■ PROMPT
Starting at the line that holds "133px,1497px 213px,1489px 225px,1436px" and stopping at the line that holds "279px,971px 304px,972px 291px,980px", restate the records below word for word, with both of those lines included.

(Dataset entries)
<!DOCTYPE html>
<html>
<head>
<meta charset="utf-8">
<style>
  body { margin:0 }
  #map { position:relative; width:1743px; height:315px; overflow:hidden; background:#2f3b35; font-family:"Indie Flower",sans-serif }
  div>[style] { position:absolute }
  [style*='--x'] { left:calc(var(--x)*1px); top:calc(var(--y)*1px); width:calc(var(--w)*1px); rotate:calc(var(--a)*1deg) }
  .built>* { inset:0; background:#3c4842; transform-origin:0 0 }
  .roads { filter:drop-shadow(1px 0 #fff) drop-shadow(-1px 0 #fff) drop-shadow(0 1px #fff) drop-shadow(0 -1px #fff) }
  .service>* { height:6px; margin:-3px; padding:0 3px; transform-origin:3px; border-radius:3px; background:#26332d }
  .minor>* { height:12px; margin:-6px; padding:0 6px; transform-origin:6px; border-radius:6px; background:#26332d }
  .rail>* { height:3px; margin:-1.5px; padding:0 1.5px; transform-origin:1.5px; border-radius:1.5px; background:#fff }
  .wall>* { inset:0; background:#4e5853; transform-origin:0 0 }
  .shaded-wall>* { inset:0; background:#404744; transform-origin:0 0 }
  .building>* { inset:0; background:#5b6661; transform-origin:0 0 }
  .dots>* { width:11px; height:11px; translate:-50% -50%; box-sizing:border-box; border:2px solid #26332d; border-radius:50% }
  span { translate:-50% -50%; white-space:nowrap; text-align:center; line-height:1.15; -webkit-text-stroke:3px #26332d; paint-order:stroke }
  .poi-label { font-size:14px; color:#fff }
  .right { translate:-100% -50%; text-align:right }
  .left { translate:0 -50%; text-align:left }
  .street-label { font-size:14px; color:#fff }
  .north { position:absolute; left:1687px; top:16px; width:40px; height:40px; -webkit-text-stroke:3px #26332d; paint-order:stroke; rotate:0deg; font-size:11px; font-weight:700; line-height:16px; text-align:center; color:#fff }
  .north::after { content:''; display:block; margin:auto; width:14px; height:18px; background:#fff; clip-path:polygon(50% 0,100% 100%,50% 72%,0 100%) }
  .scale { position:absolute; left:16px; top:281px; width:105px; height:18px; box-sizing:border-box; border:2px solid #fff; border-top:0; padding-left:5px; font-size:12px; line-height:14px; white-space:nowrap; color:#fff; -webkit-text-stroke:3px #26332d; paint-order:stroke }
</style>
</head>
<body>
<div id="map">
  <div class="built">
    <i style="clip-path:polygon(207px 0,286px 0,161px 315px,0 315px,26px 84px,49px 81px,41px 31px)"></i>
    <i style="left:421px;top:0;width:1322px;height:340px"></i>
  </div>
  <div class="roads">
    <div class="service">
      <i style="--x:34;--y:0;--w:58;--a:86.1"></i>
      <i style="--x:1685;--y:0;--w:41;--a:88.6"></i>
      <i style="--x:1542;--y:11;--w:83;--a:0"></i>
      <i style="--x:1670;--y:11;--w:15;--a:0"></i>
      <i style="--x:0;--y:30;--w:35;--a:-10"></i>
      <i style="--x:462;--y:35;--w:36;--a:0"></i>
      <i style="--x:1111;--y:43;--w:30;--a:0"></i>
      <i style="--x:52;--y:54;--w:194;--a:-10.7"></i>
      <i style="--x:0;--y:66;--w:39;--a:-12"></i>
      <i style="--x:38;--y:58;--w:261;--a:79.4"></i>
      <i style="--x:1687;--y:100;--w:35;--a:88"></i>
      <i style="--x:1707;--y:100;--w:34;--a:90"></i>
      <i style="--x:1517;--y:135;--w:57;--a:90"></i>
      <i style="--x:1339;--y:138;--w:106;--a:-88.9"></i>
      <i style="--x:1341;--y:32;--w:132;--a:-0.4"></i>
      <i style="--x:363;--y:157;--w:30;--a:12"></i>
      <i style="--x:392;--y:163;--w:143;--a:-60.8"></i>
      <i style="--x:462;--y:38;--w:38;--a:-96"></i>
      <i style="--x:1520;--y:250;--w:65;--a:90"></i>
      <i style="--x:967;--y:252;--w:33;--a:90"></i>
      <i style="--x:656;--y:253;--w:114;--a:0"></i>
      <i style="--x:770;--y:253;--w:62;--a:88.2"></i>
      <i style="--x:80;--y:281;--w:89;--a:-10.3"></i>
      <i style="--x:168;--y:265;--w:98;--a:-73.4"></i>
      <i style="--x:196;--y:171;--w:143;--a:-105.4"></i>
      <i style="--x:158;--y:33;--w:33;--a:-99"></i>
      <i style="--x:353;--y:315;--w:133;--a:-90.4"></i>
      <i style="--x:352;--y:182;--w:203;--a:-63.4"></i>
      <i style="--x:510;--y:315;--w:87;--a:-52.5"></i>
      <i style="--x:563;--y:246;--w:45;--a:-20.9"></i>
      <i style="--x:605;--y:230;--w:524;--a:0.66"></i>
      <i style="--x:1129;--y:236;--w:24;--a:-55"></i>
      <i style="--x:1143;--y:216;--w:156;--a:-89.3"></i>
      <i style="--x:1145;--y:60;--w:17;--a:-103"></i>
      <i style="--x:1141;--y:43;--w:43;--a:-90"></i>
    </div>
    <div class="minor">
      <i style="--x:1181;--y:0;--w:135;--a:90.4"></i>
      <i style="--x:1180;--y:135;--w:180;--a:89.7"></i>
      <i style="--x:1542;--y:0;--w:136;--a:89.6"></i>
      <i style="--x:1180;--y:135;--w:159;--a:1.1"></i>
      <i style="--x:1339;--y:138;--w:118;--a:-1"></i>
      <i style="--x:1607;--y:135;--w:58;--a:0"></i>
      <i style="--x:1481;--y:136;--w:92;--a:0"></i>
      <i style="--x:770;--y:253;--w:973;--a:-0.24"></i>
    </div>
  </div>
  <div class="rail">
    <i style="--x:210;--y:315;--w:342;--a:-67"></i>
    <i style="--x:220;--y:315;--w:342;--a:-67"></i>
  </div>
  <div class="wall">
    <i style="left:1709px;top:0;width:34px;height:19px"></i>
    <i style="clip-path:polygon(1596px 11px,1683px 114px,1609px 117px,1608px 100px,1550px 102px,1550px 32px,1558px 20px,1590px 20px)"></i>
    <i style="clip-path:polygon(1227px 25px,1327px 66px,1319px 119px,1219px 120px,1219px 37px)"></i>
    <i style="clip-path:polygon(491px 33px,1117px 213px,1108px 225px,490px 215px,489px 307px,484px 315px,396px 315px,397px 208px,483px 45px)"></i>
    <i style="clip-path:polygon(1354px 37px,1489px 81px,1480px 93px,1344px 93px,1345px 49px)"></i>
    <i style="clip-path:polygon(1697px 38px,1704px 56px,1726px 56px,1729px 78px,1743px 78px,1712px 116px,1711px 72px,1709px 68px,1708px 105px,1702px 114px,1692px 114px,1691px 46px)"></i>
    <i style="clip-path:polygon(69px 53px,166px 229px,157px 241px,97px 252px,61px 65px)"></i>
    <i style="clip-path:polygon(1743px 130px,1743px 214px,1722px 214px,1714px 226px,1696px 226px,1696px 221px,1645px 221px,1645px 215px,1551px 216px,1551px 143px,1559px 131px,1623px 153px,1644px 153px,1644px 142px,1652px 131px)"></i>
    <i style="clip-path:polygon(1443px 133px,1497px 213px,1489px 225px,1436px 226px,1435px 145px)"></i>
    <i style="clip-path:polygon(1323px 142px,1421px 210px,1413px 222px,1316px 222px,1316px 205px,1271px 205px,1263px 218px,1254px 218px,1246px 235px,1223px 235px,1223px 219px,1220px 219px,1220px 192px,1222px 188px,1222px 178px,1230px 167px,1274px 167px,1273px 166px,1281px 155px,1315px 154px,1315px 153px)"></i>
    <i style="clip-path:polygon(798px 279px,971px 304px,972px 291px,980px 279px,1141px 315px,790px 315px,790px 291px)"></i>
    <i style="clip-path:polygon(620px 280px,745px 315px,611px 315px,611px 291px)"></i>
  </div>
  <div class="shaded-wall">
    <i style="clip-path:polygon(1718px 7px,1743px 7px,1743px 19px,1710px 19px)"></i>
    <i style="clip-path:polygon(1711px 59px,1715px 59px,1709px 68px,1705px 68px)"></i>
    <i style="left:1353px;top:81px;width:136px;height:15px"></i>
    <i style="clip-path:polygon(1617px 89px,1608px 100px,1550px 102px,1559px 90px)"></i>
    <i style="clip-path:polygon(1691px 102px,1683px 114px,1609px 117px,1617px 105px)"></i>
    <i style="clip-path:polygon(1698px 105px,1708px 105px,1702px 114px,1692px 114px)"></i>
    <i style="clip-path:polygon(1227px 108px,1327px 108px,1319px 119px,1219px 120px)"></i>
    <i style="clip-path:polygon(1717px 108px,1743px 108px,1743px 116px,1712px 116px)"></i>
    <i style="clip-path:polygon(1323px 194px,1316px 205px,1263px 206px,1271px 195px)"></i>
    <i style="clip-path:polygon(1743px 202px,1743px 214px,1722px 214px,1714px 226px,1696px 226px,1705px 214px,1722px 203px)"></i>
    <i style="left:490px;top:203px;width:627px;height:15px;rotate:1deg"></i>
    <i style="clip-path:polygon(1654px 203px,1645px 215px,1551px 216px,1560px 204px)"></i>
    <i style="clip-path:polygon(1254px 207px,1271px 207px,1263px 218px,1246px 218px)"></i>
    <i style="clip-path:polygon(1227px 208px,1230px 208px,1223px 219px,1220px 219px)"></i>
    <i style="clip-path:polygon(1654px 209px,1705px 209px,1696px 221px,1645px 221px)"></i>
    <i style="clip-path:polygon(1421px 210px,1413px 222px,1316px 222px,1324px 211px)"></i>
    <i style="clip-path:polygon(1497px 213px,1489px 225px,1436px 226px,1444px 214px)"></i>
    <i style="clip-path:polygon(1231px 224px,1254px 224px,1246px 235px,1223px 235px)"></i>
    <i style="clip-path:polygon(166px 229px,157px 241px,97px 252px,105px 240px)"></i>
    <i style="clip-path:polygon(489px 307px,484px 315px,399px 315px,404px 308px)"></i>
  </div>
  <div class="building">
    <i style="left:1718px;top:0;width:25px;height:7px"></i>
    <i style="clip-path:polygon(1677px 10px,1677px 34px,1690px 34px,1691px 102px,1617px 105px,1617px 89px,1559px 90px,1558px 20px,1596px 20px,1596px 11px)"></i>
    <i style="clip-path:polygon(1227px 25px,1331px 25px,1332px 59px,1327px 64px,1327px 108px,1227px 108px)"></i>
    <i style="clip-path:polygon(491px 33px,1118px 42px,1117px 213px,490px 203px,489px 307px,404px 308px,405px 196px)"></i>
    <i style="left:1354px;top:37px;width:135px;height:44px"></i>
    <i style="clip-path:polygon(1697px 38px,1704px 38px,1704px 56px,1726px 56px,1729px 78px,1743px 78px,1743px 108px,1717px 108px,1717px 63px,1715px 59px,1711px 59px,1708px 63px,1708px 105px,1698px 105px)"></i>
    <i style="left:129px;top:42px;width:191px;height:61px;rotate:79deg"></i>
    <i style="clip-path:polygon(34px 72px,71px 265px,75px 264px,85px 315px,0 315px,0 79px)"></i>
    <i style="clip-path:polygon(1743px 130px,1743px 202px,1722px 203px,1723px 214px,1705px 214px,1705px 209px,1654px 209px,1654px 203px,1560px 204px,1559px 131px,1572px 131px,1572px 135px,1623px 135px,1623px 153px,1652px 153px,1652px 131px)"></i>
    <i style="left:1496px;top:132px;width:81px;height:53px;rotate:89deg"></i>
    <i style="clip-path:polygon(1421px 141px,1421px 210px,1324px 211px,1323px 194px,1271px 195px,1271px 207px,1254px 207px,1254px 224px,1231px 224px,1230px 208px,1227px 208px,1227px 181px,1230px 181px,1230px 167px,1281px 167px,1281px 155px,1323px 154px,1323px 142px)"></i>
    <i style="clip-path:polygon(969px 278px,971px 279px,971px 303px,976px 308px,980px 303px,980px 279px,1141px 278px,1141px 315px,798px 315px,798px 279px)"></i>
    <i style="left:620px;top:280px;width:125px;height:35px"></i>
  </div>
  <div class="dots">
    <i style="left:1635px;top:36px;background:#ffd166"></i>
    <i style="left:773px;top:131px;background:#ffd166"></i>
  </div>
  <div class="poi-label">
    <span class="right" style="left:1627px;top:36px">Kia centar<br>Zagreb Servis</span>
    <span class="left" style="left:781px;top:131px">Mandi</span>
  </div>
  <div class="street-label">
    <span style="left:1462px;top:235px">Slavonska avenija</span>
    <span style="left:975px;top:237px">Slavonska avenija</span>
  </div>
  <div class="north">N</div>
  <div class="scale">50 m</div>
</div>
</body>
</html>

■ TASK OUTPUT
    <i style="clip-path:polygon(1443px 133px,1497px 213px,1489px 225px,1436px 226px,1435px 145px)"></i>
    <i style="clip-path:polygon(1323px 142px,1421px 210px,1413px 222px,1316px 222px,1316px 205px,1271px 205px,1263px 218px,1254px 218px,1246px 235px,1223px 235px,1223px 219px,1220px 219px,1220px 192px,1222px 188px,1222px 178px,1230px 167px,1274px 167px,1273px 166px,1281px 155px,1315px 154px,1315px 153px)"></i>
    <i style="clip-path:polygon(798px 279px,971px 304px,972px 291px,980px 279px,1141px 315px,790px 315px,790px 291px)"></i>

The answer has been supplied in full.